While you could create this compute environment in the console, we provide the following CLI commands. Replace the subnet IDs and key name with your own private subnets and key, and the image-id with the image you will build in the next section.

ACCOUNTID=<your account id>
SERVICEROLE=<from output in CloudFormation template>
IAMFLEETROLE=<from output in CloudFormation template>
JOBROLEARN=<from output in CloudFormation template>
SUBNETS=<comma delimited list of subnets>
SECGROUPS=<your security groups>
SPOTPER=50 # percentage of on demand
IMAGEID=<ami-id corresponding to the one you created>
INSTANCEROLE=<from output in CloudFormation template>
REGISTRY=${ACCOUNTID}.dkr.ecr.us-east-1.amazonaws.com
KEYNAME=<your key name>
MAXCPU=1024 # max vCPUs in compute environment
ENV=myenv

# Creates the compute environment
aws batch create-compute-environment --compute-environment-name genomicsEnv-$ENV --type MANAGED --state ENABLED --service-role ${SERVICEROLE} --compute-resources type=SPOT,minvCpus=0,maxvCpus=$MAXCPU,desiredvCpus=0,instanceTypes=optimal,imageId=$IMAGEID,subnets=$SUBNETS,securityGroupIds=$SECGROUPS,ec2KeyPair=$KEYNAME,instanceRole=$INSTANCEROLE,bidPercentage=$SPOTPER,spotIamFleetRole=$IAMFLEETROLE

Creating the custom AMI for AWS Batch

While you can use default Amazon ECS-optimized AMIs with AWS Batch, you can also provide your own image in managed compute environments. We will use this feature to provision additional scratch EBS storage on each of the instances that AWS Batch launches and also to encrypt both the Docker and scratch EBS volumes.

AWS Batch has the same requirements for your AMI as Amazon ECS. To build the custom image, modify the default Amazon ECS-Optimized Amazon Linux AMI in the following ways:

  • Attach a 1 TB scratch volume to /dev/sdb
  • Encrypt the Docker and new scratch volumes
  • Mount the scratch volume to /docker_scratch by modifying /etcfstab

The first two tasks can be addressed when you create the custom AMI in the console. Spin up a small t2.micro instance, and proceed through the standard EC2 instance launch.

After your instance has launched, record the IP address and then SSH into the instance.

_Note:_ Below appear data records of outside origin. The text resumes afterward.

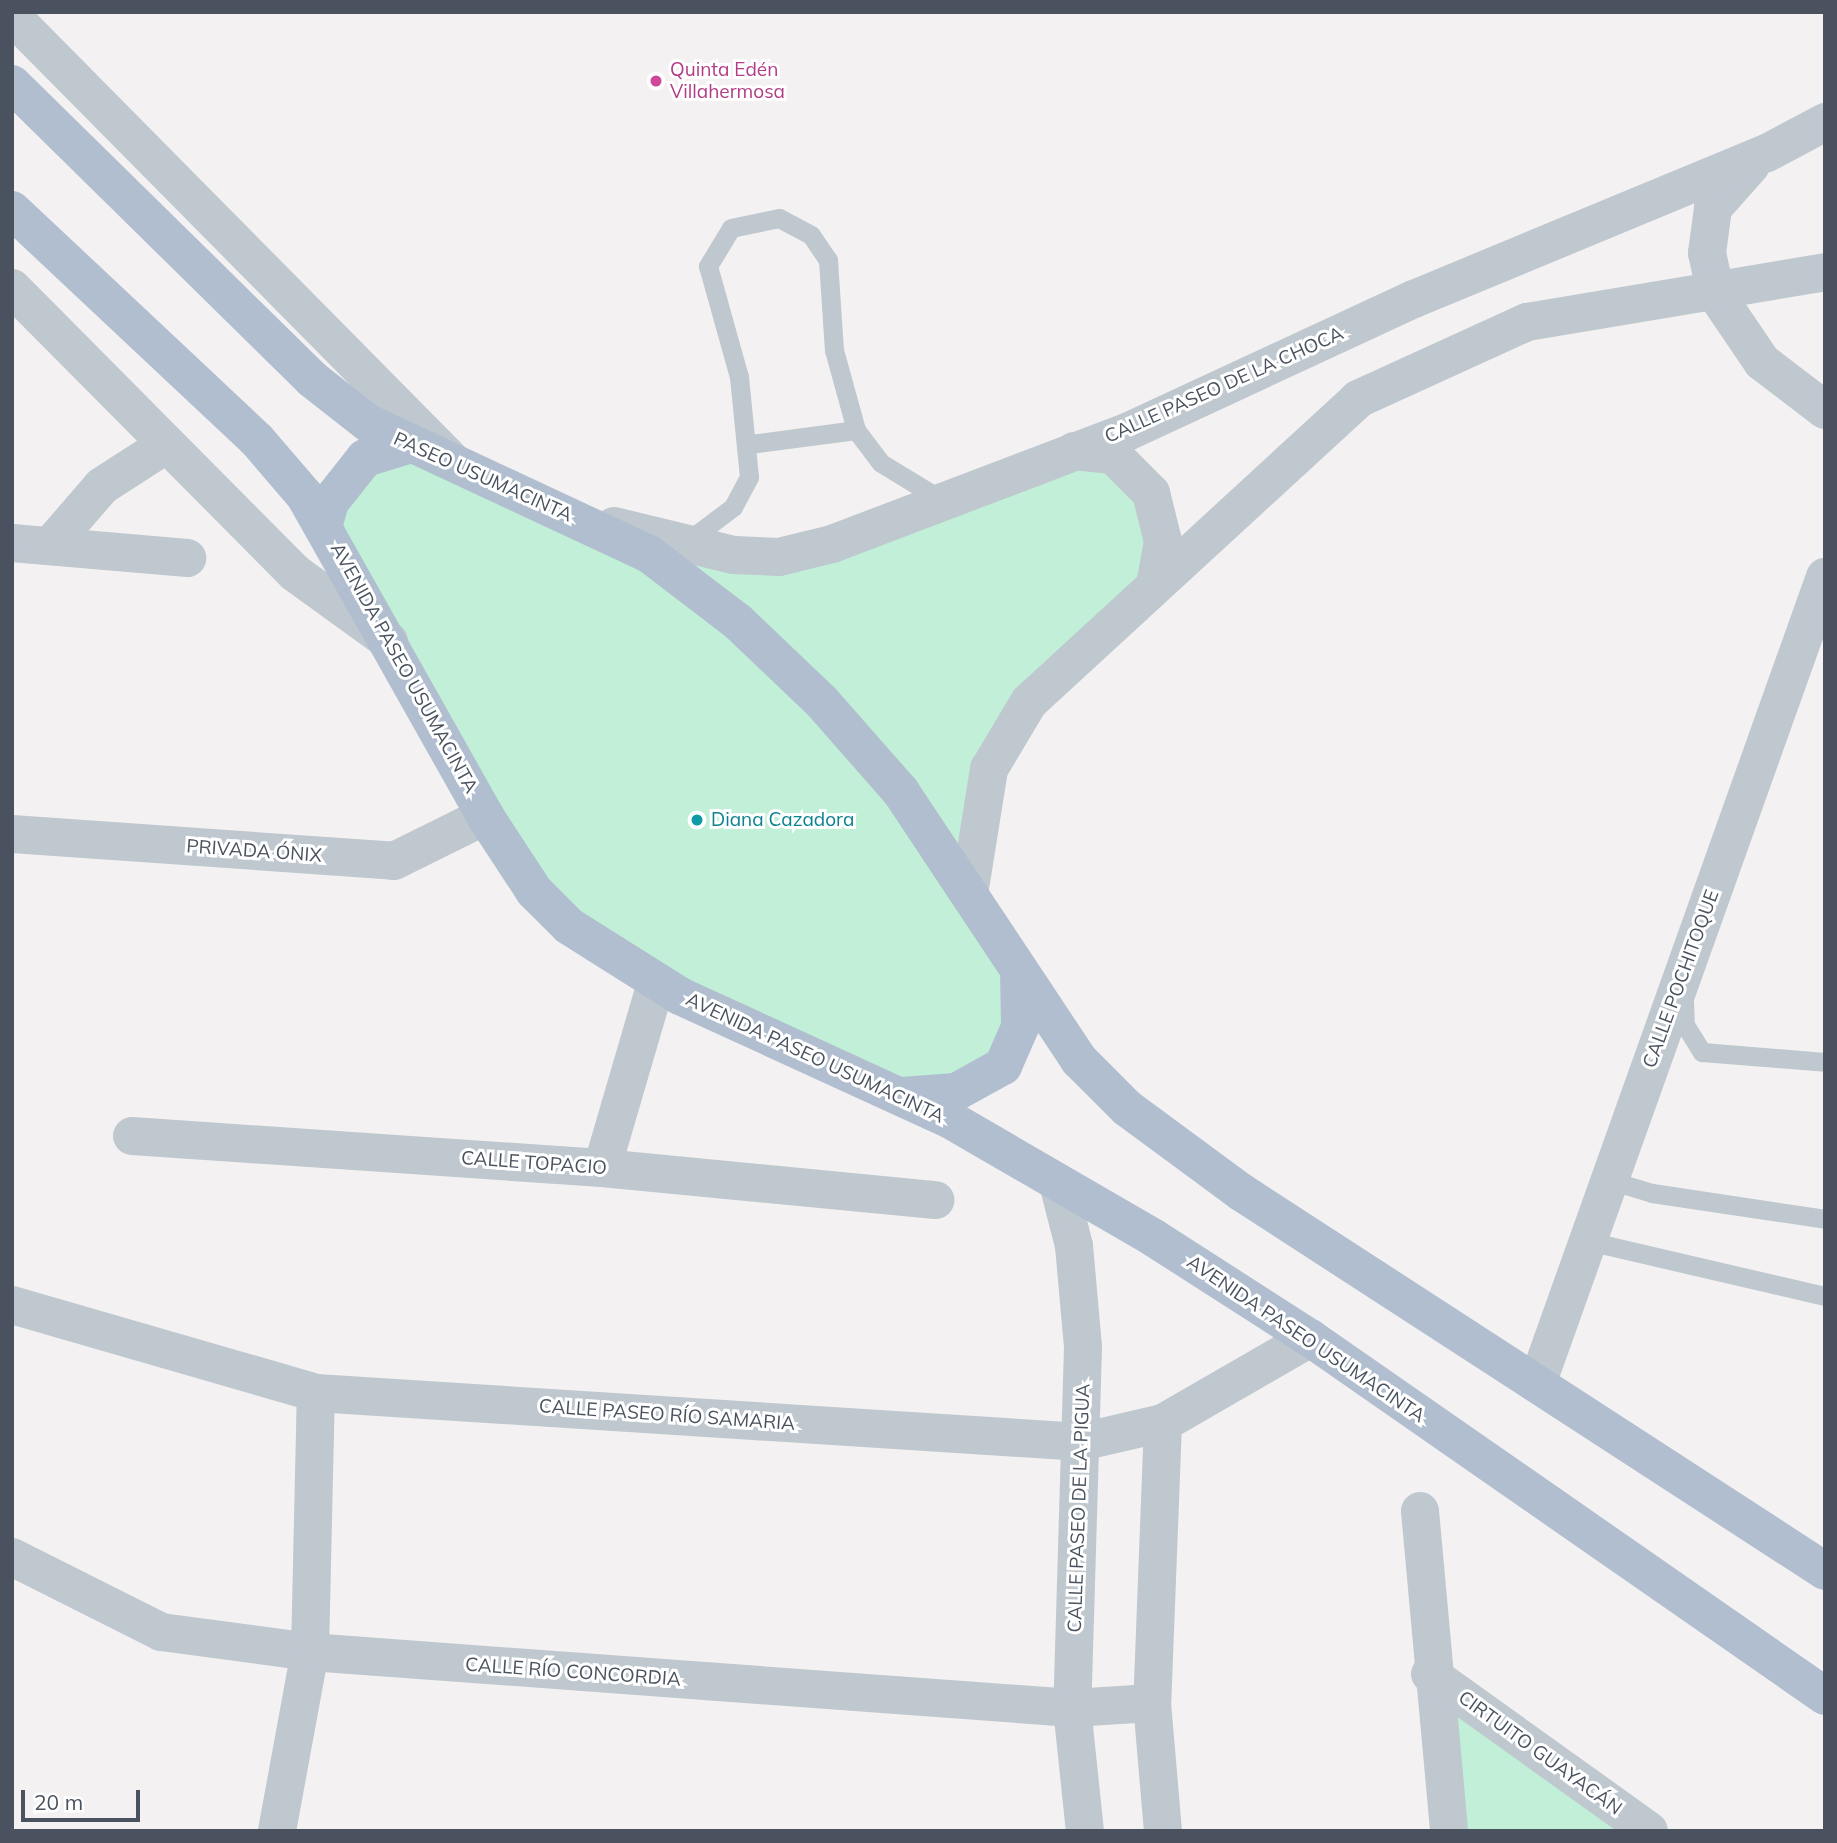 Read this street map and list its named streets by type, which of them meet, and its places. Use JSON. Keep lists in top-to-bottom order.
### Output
{
  "streets": {
    "main road": ["PASEO USUMACINTA", "AVENIDA PASEO USUMACINTA"],
    "street": [
      "CALLE PASEO DE LA CHOCA",
      "PRIVADA ÓNIX",
      "CALLE POCHITOQUE",
      "CALLE TOPACIO",
      "CALLE PASEO RÍO SAMARIA",
      "CALLE PASEO DE LA PIGUA",
      "CALLE RÍO CONCORDIA",
      "CIRTUITO GUAYACÁN"
    ]
  },
  "crossings": [
    ["CALLE PASEO DE LA CHOCA", "PASEO USUMACINTA"],
    ["AVENIDA PASEO USUMACINTA", "PRIVADA ÓNIX"],
    ["AVENIDA PASEO USUMACINTA", "CALLE PASEO RÍO SAMARIA"],
    ["AVENIDA PASEO USUMACINTA", "CALLE PASEO DE LA PIGUA"],
    ["CALLE PASEO RÍO SAMARIA", "CALLE PASEO DE LA PIGUA"],
    ["CALLE PASEO DE LA PIGUA", "CALLE RÍO CONCORDIA"]
  ],
  "places": ["Quinta Edén Villahermosa", "Diana Cazadora"],
  "scale_bar": "20 m"
}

Copy and paste the following code:

sudo yum -y update
sudo parted /dev/xvdb mklabel gpt
sudo parted /dev/xvdb mkpart primary 0% 100%
sudo mkfs -t ext4 /dev/xvdb1
sudo mkdir /docker_scratch
sudo echo -e '/dev/xvdb1\t/docker_scratch\text4\tdefaults\t0\t0' | sudo tee -a /etc/fstab
sudo mount -a

This auto-mounts your scratch volume to /docker_scratch, which is your scratch directory for batch processing. Next, create your new AMI and record the image ID.

Creating the job queues

AWS Batch job queues are used to coordinate the submission of batch jobs. Your jobs are submitted to job queues, which can be mapped to one or more compute environments. Job queues have priority relative to each other. You can also specify the order in which they consume resources from your compute environments.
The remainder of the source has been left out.